Je passe devant plusieurs pavillons, toujours le même cirque.

Un gars coupe du bois, s’arrête, me dévisage, crache un gros molard par terre, surement pour marquer son territoire et ajuste sa casquette de bouseux.

Sa femme étend le linge, s’arrête, me dévisage, fait rentrer ses morveux dans la maison et referme la porte sèchement.

Apparemment, on n’aime pas trop les étrangers ici.

Je continue ma route pendant une bonne dizaine de minutes et arrive enfin à destination.

Comment je le sais ?

J’ai tout simplement le barreau.

Qui resterait insensible devant un tel spectacle ?

La voir couper du bois dans son petit short en jean, vêtue d’une fine chemise nouée au nombril, qui me fait d’ailleurs énormément penser à Daisy dans « Shérif fais-moi peur » est une scène tout droit sortie d’un film de boule.

Je jette mes bagages, arrive discrètement par derrière, l’attrape par les hanches et lui lance un « Oh, ce cul ! ».

La fille se retourne.

C’est pas Lucy…

Elle attrape une bûche à pleine main. Mmm, quelle poigne. Et me la fout dans la gueule.

- Mais ça va pas ?! qu’elle hurle.

Je tombe en arrière, mon nez pisse le sang. Elle lève sa bûche pour me donner le coup de grâce.

- Lauren, arrête ! C’est Lapin, mon pote ! hurle Lucy qui sort en panique de la baraque.

C’est sa sœur ?

Je ricane intérieurement. Bon, j’ai super mal extérieurement mais ma douleur s’estompe quand je me dis que je vais passer plusieurs jours, avec, pas une mais deux bonnasses, perdu au fin fond de la cambrousse.

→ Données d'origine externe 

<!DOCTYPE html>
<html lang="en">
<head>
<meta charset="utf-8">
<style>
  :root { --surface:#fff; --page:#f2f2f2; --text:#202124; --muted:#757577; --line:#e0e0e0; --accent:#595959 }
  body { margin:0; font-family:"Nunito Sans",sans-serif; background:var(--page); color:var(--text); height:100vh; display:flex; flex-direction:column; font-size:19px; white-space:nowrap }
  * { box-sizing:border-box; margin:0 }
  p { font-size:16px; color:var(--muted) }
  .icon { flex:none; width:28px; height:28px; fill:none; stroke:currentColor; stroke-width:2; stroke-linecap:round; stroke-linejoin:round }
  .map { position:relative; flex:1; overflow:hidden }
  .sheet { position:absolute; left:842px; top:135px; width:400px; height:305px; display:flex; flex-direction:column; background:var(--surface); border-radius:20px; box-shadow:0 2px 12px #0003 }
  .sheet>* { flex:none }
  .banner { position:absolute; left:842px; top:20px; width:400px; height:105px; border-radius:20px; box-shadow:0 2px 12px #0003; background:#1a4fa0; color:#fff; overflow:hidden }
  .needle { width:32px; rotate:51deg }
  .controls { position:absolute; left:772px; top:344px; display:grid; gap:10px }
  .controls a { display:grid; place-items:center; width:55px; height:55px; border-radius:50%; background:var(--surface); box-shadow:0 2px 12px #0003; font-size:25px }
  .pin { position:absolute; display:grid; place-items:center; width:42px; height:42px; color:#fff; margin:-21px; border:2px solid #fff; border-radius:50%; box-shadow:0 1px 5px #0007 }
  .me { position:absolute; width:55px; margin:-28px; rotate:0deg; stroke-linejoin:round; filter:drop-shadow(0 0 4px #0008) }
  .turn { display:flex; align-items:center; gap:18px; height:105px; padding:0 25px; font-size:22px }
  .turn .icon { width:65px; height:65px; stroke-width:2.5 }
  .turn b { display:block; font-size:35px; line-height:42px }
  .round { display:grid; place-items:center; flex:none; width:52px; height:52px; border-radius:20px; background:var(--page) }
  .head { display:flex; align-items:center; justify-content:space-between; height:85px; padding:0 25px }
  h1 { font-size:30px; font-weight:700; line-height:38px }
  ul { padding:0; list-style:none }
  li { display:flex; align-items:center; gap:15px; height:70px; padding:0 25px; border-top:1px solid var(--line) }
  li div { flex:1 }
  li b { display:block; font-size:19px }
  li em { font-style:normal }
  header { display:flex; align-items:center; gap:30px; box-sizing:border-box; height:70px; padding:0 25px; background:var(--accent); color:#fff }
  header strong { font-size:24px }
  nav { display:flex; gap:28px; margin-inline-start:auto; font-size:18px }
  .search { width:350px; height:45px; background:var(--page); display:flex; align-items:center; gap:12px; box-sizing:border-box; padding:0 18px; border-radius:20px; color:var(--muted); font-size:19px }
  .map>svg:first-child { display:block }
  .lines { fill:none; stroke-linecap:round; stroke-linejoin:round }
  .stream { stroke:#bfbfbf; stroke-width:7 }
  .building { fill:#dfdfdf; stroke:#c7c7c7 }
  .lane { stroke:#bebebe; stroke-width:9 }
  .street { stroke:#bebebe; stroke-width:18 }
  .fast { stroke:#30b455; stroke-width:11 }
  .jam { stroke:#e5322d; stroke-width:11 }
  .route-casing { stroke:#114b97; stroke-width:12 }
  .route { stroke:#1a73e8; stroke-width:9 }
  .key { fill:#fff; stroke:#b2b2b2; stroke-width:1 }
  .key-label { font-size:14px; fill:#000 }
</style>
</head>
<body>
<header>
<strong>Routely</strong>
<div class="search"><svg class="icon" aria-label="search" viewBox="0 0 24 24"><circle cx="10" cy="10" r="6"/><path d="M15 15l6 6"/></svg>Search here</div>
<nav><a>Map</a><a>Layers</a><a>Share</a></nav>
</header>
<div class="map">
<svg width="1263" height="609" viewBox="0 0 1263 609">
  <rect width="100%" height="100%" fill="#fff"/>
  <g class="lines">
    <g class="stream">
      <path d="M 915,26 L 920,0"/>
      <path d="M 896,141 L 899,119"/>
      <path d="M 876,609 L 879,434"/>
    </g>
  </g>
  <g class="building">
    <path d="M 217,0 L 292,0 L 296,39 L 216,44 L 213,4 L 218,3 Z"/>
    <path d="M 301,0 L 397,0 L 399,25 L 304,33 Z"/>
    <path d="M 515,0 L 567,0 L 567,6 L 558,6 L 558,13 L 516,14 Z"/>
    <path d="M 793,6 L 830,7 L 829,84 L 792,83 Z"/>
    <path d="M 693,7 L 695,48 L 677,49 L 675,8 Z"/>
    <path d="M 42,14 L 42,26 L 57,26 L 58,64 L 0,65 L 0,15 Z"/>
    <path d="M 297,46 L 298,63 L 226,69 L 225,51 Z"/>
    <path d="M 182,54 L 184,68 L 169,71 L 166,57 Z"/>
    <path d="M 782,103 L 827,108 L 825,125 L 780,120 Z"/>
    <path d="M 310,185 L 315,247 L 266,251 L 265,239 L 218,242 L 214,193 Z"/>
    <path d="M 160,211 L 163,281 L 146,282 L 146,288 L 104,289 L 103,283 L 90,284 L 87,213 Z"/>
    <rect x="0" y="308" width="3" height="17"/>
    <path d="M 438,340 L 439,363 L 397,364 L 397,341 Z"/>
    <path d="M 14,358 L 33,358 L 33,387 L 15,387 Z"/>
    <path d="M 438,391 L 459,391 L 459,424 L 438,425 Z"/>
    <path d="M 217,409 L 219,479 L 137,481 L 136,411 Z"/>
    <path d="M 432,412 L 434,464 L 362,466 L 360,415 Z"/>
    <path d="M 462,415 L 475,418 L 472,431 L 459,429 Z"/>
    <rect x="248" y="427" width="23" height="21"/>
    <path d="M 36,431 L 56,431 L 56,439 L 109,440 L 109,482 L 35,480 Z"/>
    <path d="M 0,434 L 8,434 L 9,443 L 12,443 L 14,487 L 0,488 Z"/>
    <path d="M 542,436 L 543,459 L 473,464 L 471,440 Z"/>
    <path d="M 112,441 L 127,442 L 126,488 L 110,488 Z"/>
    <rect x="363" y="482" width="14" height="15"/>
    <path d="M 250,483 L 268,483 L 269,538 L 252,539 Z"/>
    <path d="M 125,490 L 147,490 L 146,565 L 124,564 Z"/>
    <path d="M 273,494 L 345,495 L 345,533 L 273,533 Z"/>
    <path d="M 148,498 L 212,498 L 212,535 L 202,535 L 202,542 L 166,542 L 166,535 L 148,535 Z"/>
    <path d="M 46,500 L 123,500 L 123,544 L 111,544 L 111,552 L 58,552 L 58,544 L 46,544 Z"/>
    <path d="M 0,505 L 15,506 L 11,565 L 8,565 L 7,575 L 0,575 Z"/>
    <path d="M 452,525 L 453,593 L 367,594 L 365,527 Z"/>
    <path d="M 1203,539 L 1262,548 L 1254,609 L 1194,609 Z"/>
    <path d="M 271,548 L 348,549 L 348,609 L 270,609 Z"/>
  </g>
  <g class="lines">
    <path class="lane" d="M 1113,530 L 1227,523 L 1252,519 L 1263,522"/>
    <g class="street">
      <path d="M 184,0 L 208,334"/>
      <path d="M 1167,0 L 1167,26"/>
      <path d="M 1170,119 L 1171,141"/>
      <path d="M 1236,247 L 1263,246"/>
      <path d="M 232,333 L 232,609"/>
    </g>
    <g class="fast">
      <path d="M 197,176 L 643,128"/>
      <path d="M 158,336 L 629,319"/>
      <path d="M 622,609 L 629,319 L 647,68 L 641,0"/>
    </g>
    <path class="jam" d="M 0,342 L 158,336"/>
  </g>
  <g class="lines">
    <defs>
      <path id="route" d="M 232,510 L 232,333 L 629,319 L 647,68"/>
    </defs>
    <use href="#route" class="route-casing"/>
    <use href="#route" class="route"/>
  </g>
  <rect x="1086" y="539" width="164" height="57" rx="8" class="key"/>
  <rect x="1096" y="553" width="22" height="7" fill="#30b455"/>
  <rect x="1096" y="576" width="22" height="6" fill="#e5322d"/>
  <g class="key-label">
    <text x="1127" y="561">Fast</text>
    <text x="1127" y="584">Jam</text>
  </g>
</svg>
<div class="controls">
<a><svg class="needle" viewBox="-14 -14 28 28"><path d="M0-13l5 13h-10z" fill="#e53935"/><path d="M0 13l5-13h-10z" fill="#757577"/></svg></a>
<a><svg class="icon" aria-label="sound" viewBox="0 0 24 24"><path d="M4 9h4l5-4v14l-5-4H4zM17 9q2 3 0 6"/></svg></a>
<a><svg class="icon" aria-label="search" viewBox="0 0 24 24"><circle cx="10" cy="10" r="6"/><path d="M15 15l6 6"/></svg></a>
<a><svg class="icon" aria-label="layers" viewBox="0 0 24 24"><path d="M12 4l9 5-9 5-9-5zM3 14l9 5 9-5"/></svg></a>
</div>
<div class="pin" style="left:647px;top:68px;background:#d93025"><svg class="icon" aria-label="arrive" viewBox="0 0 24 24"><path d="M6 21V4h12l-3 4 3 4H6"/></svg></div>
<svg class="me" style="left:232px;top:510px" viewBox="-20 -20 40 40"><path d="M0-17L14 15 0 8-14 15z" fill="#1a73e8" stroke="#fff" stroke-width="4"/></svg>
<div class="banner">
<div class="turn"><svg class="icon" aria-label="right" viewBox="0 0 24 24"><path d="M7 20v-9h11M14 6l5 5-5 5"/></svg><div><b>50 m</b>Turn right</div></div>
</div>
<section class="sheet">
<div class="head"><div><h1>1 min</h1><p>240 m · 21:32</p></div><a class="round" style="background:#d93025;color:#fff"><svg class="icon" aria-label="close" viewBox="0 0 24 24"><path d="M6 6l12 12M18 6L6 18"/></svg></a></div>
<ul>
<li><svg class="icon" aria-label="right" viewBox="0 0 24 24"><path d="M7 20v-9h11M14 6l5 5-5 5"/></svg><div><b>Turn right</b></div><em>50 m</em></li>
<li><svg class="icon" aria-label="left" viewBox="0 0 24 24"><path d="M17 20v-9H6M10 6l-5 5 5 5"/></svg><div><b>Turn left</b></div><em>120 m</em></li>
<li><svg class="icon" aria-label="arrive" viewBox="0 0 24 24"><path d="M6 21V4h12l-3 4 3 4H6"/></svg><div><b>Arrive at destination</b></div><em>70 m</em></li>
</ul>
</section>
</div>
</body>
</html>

Je me relève, Lucy se jette dans mes bras. Ça fait du bien de la revoir.

- Je suis trop contente ! Elle me hurle dans les oreilles et me serre à m'en faire péter une côte.

Mal à l’aise, je me retourne vers Lauren.

- Je suis désolé je vous ai pris…

Elle se barre sans me regarder et rejoint un 4x4 garé devant le pavillon.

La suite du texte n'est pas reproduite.